Creator and responsible for Wasted Rita is a graphic designer and illustrator conceived in New Jersey, working and living in Lisbon. She was born a natural agent provocateur, sarcastic as needed and a full-time thinker who must write about life, human behaviors and play with words to keep breathing. www.ritabored.blogspot.com, an almost-daily-updated blog that got famous for its dark humor drawings and crude hand lettered statements, that has been featured in countless art & graphic design websites, several magazines and a few books.
She had her work exhibited in Paris, London, Berlin, Bochum, throughout Portugal, and freelanced for a variety of worldwide clients such as Ginza Magazine, Doolittle Mag, Hurley and Red Bull.

She studied in a religious college and grew up listening to Black Flag, turning out to be a harsh mixture between Jesus Christ and punk-rock. Rough and rude at first sight, above all, just a passionate kid doing what she thinks she should.

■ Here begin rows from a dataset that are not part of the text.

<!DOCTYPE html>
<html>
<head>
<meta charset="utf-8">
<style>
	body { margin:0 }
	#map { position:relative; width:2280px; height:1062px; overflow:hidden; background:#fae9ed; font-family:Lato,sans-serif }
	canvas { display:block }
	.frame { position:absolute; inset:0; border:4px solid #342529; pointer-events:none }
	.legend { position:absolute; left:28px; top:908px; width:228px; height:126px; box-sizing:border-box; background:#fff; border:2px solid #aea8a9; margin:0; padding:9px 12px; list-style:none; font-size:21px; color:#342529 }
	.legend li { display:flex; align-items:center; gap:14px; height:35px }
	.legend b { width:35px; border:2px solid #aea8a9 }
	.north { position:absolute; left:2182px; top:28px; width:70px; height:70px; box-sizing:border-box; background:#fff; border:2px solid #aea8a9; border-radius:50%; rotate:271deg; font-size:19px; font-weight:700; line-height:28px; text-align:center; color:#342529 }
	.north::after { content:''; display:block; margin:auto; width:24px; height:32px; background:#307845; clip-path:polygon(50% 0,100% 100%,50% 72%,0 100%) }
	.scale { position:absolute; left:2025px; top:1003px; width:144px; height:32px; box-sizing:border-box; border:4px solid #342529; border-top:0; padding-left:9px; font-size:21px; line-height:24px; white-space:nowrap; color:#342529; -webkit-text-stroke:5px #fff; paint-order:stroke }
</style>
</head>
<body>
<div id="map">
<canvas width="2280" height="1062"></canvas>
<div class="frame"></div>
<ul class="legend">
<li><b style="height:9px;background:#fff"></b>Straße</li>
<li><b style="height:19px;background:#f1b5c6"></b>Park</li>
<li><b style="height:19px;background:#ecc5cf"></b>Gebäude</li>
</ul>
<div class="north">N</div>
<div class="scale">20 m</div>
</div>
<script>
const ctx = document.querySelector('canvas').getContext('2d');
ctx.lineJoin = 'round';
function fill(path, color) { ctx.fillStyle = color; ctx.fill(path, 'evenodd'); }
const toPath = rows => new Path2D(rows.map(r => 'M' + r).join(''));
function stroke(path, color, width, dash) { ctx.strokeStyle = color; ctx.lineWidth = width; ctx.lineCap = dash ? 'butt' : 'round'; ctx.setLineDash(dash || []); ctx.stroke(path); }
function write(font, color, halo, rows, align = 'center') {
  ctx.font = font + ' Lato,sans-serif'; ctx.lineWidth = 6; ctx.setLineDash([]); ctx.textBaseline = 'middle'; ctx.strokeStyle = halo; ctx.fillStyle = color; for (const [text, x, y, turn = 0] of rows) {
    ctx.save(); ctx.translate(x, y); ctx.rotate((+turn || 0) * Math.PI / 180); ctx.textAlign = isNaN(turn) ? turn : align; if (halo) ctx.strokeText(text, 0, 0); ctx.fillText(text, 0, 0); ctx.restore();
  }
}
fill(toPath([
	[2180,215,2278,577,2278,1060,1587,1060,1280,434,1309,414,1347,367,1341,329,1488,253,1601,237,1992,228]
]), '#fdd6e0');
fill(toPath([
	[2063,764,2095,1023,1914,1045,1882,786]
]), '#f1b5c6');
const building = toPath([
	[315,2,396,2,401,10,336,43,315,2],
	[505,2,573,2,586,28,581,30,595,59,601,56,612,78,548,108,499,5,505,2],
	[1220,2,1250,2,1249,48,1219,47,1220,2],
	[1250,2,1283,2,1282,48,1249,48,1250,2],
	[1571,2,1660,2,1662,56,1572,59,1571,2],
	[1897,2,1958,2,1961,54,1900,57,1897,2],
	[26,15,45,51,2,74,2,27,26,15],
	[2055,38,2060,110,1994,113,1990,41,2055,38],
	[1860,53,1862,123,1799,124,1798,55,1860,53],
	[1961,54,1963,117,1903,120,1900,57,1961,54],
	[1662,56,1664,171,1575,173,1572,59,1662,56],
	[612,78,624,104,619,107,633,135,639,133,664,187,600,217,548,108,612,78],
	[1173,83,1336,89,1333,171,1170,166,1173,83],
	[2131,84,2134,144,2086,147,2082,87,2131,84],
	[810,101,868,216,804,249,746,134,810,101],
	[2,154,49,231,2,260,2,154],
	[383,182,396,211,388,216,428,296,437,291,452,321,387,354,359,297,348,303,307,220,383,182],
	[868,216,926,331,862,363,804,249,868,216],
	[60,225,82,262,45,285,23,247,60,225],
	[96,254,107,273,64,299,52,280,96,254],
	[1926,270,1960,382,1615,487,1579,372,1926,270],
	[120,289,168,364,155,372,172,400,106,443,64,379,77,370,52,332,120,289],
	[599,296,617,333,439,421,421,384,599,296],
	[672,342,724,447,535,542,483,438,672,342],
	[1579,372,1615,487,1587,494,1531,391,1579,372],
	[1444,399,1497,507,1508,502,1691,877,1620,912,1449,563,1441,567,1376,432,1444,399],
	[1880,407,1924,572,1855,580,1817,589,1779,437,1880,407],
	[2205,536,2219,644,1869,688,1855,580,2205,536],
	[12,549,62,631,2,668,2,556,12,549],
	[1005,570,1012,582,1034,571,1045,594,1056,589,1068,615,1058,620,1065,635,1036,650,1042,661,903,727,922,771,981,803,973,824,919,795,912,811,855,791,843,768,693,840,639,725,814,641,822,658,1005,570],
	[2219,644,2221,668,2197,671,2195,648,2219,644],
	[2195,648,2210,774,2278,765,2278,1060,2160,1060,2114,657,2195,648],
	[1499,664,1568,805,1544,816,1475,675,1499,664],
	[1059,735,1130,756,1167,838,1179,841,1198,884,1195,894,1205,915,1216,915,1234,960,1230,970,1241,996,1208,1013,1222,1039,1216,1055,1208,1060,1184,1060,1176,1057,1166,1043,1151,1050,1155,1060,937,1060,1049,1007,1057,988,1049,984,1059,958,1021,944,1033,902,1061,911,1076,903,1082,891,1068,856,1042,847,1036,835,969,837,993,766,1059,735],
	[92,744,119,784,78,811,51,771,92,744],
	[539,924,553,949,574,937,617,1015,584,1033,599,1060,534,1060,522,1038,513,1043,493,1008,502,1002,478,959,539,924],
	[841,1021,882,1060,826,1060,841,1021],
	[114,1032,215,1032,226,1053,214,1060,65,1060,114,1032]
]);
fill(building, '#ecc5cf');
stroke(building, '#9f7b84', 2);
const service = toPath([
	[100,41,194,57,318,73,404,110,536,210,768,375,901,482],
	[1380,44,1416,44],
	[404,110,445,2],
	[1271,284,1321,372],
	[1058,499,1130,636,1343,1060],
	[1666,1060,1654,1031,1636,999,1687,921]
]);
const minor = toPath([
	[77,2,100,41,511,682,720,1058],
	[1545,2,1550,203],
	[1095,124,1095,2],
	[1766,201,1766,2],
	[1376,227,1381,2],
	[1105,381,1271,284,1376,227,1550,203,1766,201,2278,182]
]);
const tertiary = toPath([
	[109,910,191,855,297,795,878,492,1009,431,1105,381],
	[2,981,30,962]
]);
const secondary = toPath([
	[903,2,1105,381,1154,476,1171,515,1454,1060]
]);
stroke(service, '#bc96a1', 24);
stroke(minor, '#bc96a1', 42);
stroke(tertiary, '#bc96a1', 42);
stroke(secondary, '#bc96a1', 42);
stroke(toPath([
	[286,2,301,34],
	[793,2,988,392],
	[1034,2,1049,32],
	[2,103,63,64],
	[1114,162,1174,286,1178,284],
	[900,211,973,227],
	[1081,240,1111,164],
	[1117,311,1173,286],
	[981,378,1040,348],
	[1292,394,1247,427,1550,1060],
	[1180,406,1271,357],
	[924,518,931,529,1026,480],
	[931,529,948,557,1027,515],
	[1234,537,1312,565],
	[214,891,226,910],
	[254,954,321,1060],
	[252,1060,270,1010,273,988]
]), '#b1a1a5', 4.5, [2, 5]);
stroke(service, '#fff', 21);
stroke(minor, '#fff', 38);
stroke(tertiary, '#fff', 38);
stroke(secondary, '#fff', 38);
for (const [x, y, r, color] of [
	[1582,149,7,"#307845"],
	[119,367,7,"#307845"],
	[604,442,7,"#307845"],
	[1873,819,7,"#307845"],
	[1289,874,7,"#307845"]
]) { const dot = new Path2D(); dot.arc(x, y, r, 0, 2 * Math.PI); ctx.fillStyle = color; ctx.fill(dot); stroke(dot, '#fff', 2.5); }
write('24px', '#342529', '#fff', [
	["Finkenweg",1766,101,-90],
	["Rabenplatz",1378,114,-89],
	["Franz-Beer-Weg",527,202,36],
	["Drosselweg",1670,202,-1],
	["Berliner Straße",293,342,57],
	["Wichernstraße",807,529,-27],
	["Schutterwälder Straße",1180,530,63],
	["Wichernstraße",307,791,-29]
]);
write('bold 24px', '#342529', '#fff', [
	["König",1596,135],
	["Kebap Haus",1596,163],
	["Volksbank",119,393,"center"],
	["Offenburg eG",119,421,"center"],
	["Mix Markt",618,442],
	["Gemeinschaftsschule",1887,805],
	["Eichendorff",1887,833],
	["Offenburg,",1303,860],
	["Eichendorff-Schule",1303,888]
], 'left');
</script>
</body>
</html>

answered 29th November 2013
1- When did you decide to pursue art/illustration as a career?  Career and decisions – these two terms are not part of my dictionary, specially put together in the same sentence. I remember being 5 years old and already preferring drawing to people, so I guess: first, I’ve always been a really intelligent person and, second, I didn't choose art, art chose me.
Even thought nowadays you can only decide to pursue a career as an artist or illustrator when you start being able to make a living out of it. 
2- What are your goals as an artist? Doing what I want like I want or, in other words, teasing human beings.

3- What's your favourite place to developed your ideas? Earth? Even though I cannot be 100% about it because I’ve never tried other places besides this
4- Where in the world is your favourite place to see art? The art of being able to see art in anything or situation, that’s the only art I like to master throughout the day.

5- What exhibit, that you have seen within the last year, has most influenced you? An exhibition my (Finnish) friends forced me to attend at the Finnish Institute in Berlin.
I am a mixture of an anti-art kind of artist and an extremely difficult to impress kind of person, so - forcing me is really the easiest or only way to get me going to a sculpture and video exhibition at an embassy related institute. The ironic thing was being the only visitor who sat for one hour
and got completely drowned watching a video / documentary / interview. It was a list of (around) 30 questions on life made to different Serbian Kosovo War survivors. From death to happiness all the really important subjects in life were approached and I ended tearing up at the Finnish Institute in Berlin.planet.
6- Do you collect anything? Feelings, facebook followers, porn screenshots and sketchbooks. You can never have enough of these four things.
7- If you could choose anyone to see your work, who would he or she be? I usually answer ‘no one in particular’ to this kind of questions, but lately I’ve been finding myself wondering if Lena Dunham would find my work interesting enough to accept going out with me for some alcohol overdose.
8- What is the greatest compliment anyone has ever paid to you regarding your artwork?  ‘Oh darling, this shit is just words...’ by some random pseudo vain artificial super deep and intellectual diva art connoisseur guy walking though my work at an art fair I was taking part of in London, back in 2012.
9- In which walls would you like to see your work exposed in 10/20 years? Let me be really cliché on this one and say in the New Museum of Contemporary Art in New York. But I would also like to start writing massively giant statements in a very specific street wall of every city I travel to.

10. Last one, Who would you love to see answering this same questions? I usually answer ‘no one in specific’ to this kind of questions, but because I know that can sound super empty and detached of me and be deeply frustrating and annoying for the person who is interviewing - I will go with Jesus.